Histopathologic Cancer Detection

Skills:

Histopathologic Cancer Detection

Objective

The project aims to create a deep learning model to classify histopathology images into cancerous (malignant) and non-cancerous (benign) categories. This binary classification task uses a Convolutional Neural Network (CNN) model, leveraging pre-trained architectures to expedite model performance.
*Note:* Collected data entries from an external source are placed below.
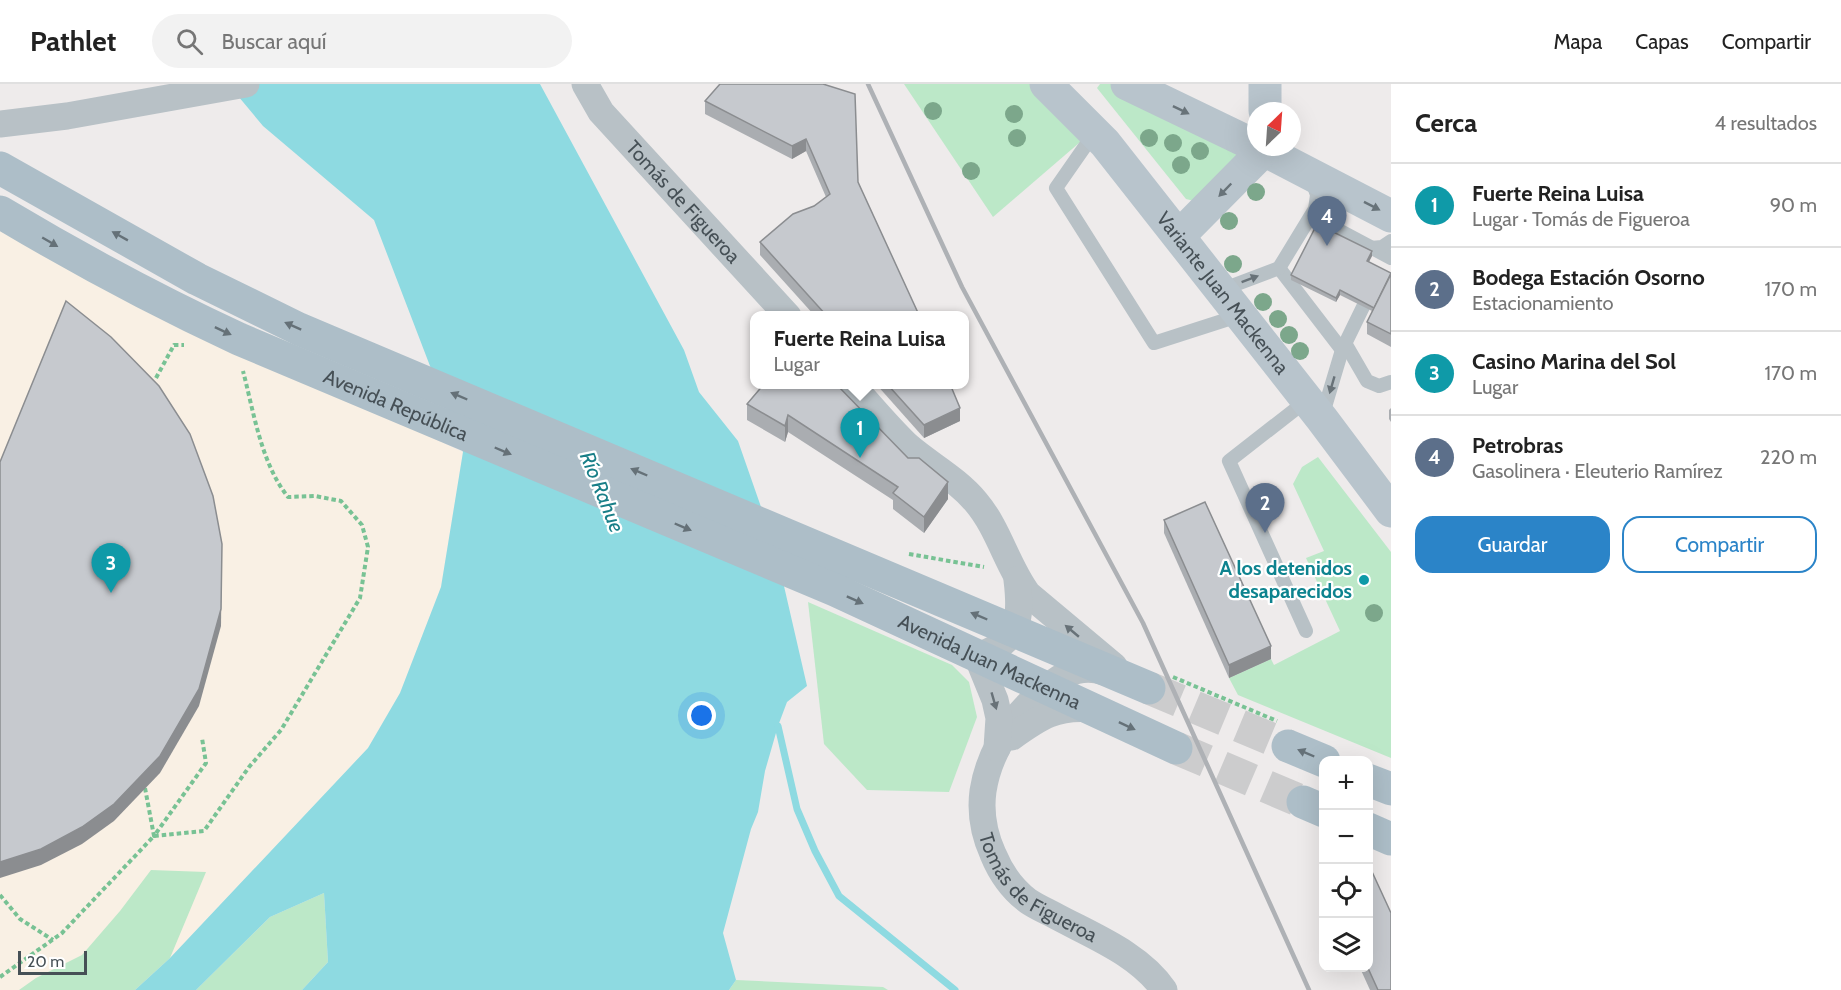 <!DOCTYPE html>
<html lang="es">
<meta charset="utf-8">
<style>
body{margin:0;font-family:Cabin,sans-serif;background:#f2f2f2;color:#222}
.controls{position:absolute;right:18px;bottom:18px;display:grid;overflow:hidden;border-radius:12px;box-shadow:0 6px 24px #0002}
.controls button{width:54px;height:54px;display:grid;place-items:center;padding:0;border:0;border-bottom:2px solid #e0e0e0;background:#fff;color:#222;font:30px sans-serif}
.compass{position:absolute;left:1247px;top:18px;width:54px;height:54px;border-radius:50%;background:#fff;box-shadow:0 6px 24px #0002;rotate:25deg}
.scale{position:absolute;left:18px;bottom:15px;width:69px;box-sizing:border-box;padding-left:6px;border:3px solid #465056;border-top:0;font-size:16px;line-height:21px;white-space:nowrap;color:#465056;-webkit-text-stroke:4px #fff;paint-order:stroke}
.you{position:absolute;left:702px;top:632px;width:21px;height:21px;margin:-15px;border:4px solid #fff;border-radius:50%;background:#1a73e8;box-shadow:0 0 0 9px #1a73e833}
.badge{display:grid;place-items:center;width:39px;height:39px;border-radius:50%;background:#2b84c8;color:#fff;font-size:20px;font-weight:700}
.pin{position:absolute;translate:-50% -50px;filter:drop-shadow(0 2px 3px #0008)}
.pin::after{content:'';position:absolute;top:32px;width:21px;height:18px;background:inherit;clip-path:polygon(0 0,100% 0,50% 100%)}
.popup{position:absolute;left:750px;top:227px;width:219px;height:78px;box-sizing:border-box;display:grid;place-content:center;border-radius:12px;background:#fff;filter:drop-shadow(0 2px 4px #0005);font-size:20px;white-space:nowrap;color:#767676}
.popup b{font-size:22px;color:#222}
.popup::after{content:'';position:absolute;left:50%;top:100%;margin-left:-12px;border:12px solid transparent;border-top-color:#fff}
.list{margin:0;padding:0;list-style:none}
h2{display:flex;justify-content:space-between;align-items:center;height:78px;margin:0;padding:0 24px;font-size:26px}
h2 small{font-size:20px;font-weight:400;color:#767676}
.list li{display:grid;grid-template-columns:39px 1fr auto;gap:18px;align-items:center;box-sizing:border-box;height:84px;padding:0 24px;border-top:2px solid #e0e0e0}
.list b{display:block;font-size:22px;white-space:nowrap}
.list p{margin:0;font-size:20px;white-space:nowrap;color:#767676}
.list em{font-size:20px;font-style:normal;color:#767676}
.actions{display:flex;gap:12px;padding:18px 24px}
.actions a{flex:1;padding:14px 0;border:2px solid #2b84c8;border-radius:18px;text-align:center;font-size:21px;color:#2b84c8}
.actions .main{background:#2b84c8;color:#fff}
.icon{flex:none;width:33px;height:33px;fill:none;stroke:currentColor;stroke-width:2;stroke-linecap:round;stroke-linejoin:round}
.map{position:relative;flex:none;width:1391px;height:906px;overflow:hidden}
header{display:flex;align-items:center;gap:36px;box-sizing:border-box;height:84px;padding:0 30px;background:#fff;border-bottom:2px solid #e0e0e0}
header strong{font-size:28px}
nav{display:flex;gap:33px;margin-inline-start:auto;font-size:21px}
.search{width:420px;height:54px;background:#f2f2f2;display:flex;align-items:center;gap:15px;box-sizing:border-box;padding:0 21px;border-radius:33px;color:#767676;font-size:22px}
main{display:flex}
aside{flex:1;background:#fff}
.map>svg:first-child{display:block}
</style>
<header>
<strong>Pathlet</strong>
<div class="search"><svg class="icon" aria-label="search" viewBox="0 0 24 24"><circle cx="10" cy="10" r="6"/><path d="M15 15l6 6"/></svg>Buscar aquí</div>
<nav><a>Mapa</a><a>Capas</a><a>Compartir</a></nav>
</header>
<main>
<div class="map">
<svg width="1391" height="906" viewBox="0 0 1391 906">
<rect width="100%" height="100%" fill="#eeebeb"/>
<polygon fill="#f9f0e4" points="0,147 116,207 463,368 441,503 400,609 368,664 170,874 135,906 0,906"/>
<g fill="#bce8c8">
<polygon points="904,0 1035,0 1086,53 993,133"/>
<polygon points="1100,0 1117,0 1247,67 1206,120 1186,115 1097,4"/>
<polygon points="1318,373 1391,468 1391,674 1238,611 1229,594 1271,575 1274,581 1340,547 1306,474 1324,467 1293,400 1302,383"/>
<polygon points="808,518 952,581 969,598 977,633 949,708 867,706 824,660"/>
<polygon points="151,786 206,788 170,874 135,906 19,906 36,894 82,871 120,827"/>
<polygon points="324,809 328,878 302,906 196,906 270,833"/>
<polygon points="736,896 883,903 888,906 729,906"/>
</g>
<polygon fill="#8edae1" points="228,0 540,0 684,266 699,308 738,357 775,463 807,602 787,618 778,642 765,687 758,728 751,745 723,849 736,896 729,906 302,906 328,878 324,809 270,833 196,906 135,906 170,874 368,664 400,609 441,503 463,368 374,136 263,42"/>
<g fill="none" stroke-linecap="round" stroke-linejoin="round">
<polyline stroke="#8edae1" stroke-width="7" points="778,642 797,725 815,767 839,812 955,906"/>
<g stroke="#cccccd" stroke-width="33" stroke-dasharray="33 16" stroke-linecap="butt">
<polyline points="1149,604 1288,662"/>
<polyline points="1176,664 1303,718"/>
</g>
<g stroke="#78c294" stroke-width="4" stroke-dasharray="4.5 3" stroke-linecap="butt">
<polyline points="156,294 174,261 184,261"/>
<polyline points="909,470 984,483"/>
<polyline points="1173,593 1277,637"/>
<polyline points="145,704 154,752 206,679 202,654"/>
<polyline points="0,811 20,835 53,856"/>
<path d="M0 893 62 849 154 752 204 747 249 683 281 646 360 514 368 463 362 441 341 417 315 412 288 413C261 379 254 329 243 287"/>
</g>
<g stroke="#b8c1c6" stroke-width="14">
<polyline points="1095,48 1056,104 1154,259 1241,231"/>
<polyline points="1312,132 1391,174"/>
<polyline points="1371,164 1382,163 1391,157"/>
<polyline points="1279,184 1342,266"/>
<polyline points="1221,206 1279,184 1315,125 1317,111 1312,97"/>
<polyline points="1345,259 1367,297 1379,302 1391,298"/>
<polyline points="1322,333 1342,266 1363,223"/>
<polyline points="1306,547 1229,377 1306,317"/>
</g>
<g stroke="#b8c1c6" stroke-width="27">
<path id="s1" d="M585 0 601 28 788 232"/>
<polyline points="0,40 67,32 246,0"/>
<path d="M851 300C870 321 888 343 908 362 930 381 957 395 976 418 999 445 1007 482 1028 510L1114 582"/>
<path id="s2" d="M1104 588C1075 578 1053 597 1033 616 1007 640 988 674 983 707 980 729 984 750 993 770 1000 787 1012 805 1028 817 1035 822 1044 826 1052 830 1090 851 1139 869 1164 906"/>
<path d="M1012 653C1040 633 1056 622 1091 625"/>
<path d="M997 664 999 634 995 616 977 572C1019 558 1022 537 1017 496"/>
</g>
<g stroke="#b8c4cc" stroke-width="33">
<path id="s3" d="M1046 0 1105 59 1322 335 1391 427"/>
<polyline points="1127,0 1256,62"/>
<polyline points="1265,27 1265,0"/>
<polyline points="1258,63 1391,132"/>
<polyline points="1179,152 1264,66 1264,63"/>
</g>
<g stroke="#adbec8" stroke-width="33">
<polyline points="0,84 197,195 299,245 1149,604"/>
<path id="s4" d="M0 128C77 174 157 217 239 255L835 506 1176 664"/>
<polyline points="1288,662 1324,677"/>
<polyline points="1368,696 1391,705"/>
<polyline points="1303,718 1324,727"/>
<polyline points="1368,745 1391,755"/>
</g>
<polyline stroke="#aeb1b5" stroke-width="4.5" points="868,0 962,203 1143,539 1309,906"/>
</g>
<g fill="#7ca78b">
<circle cx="933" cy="27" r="9"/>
<circle cx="1014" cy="30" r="9"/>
<circle cx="1017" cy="54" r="9"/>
<circle cx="1149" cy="54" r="9"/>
<circle cx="1173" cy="59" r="9"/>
<circle cx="1200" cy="67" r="9"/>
<circle cx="1181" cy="81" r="9"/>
<circle cx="971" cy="87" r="9"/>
<circle cx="1256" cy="108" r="9"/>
<circle cx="1229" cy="137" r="9"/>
<circle cx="1233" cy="180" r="9"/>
<circle cx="1263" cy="218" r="9"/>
<circle cx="1278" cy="235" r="9"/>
<circle cx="1289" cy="251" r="9"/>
<circle cx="1300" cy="267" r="9"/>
<circle cx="1374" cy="529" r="9"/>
</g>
<g fill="#aaadb1">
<polygon points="823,0 858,98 919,231 814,231 760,171 760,158 814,122 826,113 806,67 792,75 705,30 705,17"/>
<polygon points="1372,172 1369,178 1391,189 1391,263 1367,250 1367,238 1372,227 1340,211 1336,218 1291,196 1291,191"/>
<polygon points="764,300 948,415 924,449 893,425 893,416 788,348 785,358 747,336 747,320"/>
<polygon points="876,300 950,300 960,337 924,354"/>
<polygon points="1391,324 1391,338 1389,335 1389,326"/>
<polygon points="1164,436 1271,575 1229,594 1164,449"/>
<polygon points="1323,777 1323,802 1320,795 1320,779"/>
<polygon points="1360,884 1368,884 1391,906 1370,906"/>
</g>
<g fill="#8b8d90">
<polygon points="806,55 806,67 792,75 792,62"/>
<polygon points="1372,167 1372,172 1367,181 1367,177"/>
<polygon points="1340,206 1340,211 1336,218 1336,214"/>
<polygon points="960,324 960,337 924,354 924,341"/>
<polygon points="788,331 788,348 785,358 785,342"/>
<polygon points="948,398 948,415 924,449 924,433"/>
<polygon points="222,460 221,542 199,622 160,689 114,737 82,760 41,781 0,794 0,778"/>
<polygon points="1271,562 1271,575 1229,594 1229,581"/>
</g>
<g fill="#c6c9ce" stroke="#8b8d90" stroke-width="1.5">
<polygon points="720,0 823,0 855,10 858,98 919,231 826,231 760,158 793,130 814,122 830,110 806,55 792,62 705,17"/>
<polygon points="1317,140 1372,167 1367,177 1391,189 1374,224 1340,206 1336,214 1291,191"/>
<polygon points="1391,190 1391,250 1367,238"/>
<polygon points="66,217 111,253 159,302 190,350 213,412 222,460 221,525 199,605 160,672 114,720 82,743 41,765 0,778 0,378"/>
<polygon points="764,300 836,300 908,374 919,374 948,398 924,433 893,409 898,403 788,331 785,342 747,320"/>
<polygon points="887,300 950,300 960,324 924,341"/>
<polygon points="1205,418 1271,562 1229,581 1164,436"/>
<polygon points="1323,777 1323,785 1320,779"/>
<polygon points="1368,779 1391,829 1391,906 1378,906 1368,884"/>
</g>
<defs><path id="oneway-solid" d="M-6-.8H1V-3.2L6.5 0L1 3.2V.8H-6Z" transform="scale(1.5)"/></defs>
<g fill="#687379">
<use href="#oneway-solid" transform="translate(1181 26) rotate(26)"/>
<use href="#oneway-solid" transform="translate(1225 106) rotate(134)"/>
<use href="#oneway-solid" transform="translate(1372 122) rotate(27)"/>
</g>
<g fill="#657178">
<use href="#oneway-solid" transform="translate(120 152) rotate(-151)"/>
<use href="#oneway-solid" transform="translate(50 158) rotate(30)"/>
<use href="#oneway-solid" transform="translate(293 242) rotate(-156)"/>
<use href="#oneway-solid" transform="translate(223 247) rotate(25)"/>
<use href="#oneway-solid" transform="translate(459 312) rotate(-157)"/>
<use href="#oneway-solid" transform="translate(503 367) rotate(23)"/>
<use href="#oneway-solid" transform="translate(639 388) rotate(-157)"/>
<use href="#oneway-solid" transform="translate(683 443) rotate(23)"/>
<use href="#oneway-solid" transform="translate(855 516) rotate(24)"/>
<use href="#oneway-solid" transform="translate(979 532) rotate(-157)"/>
<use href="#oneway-solid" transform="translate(1127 642) rotate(25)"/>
<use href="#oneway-solid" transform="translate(1306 669) rotate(-157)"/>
</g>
<g fill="#687278">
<use href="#oneway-solid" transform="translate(1250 195) rotate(-21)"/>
<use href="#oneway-solid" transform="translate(1332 301) rotate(106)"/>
<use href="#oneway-solid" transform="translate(1072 547) rotate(-140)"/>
<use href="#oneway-solid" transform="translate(994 617) rotate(74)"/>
</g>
<circle fill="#0f9aa8" stroke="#fff" stroke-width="2" cx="1364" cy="496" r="6"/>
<g text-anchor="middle" stroke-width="4.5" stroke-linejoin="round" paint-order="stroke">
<g font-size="20" fill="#465056" stroke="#fff">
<text dy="7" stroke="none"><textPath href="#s1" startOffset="154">Tomás de Figueroa</textPath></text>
<text dy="7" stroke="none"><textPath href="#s3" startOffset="274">Variante Juan Mackenna</textPath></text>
<text dy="7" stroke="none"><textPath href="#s4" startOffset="441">Avenida República</textPath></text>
<text dy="7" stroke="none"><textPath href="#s4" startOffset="1088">Avenida Juan Mackenna</textPath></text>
<text dy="7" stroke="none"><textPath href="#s2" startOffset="308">Tomás de Figueroa</textPath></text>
</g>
<g font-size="20" font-weight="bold" fill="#0d838f" stroke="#fff" text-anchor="end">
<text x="1352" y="491">A los detenidos<tspan x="1352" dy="23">desaparecidos</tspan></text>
</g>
<g font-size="21" font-style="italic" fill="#197f88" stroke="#fff">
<text transform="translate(602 408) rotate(68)" y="7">Río Rahue</text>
</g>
</g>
</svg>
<div class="controls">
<button>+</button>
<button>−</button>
<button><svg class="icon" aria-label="locate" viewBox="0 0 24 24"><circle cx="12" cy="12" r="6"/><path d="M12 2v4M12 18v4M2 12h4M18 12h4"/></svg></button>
<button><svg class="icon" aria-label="layers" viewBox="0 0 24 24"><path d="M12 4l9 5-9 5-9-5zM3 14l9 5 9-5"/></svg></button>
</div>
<svg class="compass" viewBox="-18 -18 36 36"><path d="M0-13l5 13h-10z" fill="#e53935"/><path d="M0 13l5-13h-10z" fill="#767676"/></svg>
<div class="scale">20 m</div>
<div class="you"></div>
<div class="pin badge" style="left:860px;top:374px;background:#0f9aa8">1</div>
<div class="popup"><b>Fuerte Reina Luisa</b>Lugar</div>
<div class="pin badge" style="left:1265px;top:449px;background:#5c6f8a">2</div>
<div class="pin badge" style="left:111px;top:509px;background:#0f9aa8">3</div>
<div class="pin badge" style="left:1327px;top:162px;background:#5c6f8a">4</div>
</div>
<aside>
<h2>Cerca<small>4 resultados</small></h2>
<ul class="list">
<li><span class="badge" style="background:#0f9aa8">1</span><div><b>Fuerte Reina Luisa</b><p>Lugar · Tomás de Figueroa</p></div><em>90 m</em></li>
<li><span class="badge" style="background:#5c6f8a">2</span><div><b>Bodega Estación Osorno</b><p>Estacionamiento</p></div><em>170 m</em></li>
<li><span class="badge" style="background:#0f9aa8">3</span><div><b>Casino Marina del Sol</b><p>Lugar</p></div><em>170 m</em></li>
<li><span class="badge" style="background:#5c6f8a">4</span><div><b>Petrobras</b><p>Gasolinera · Eleuterio Ramírez</p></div><em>220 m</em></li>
</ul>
<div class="actions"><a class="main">Guardar</a><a>Compartir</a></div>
</aside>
</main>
Data Acquisition and Preprocessing

The dataset, obtained from Kaggle, contains over 220,000 labeled images for training and around 57,000 for testing.
An exploratory data analysis (EDA) phase checks label distribution and confirms an approximately balanced dataset (about 59.5% benign and 40.5% malignant).
Image data generators handle data augmentation and scaling, resizing images to 96x96 pixels and batching them for model input, with a batch size of 64.

Model Architecture

Initial Model: The project began with a pre-trained ResNet50 model; however, this approach yielded low accuracy and required considerable training time.
Final Model: Switching to MobileNetV2, a lighter architecture better suited for quicker training, with the model’s layers frozen to retain pre-trained features from ImageNet.
Custom layers were added on top of the base MobileNetV2 model to adapt it specifically for binary classification in this cancer detection context.
Insights and Approach Validation: By tuning the learning rate to 0.00001 and reducing training to 20 epochs, the model achieved notable improvements, with a training accuracy of 0.88 and an AUC of 0.9623. Validation accuracy increased to 0.97 with an AUC of 0.99, indicating strong generalization. On the test set, the model reached a private score of 0.9148 and a public score of 0.9448, correctly predicting 91% of unseen data. Utilizing MobileNetV2 as a base with added custom layers proved efficient, underscoring the effectiveness of transfer learning for histopathologic cancer detection. These results suggest the model’s potential reliability and applicability in diagnostic contexts.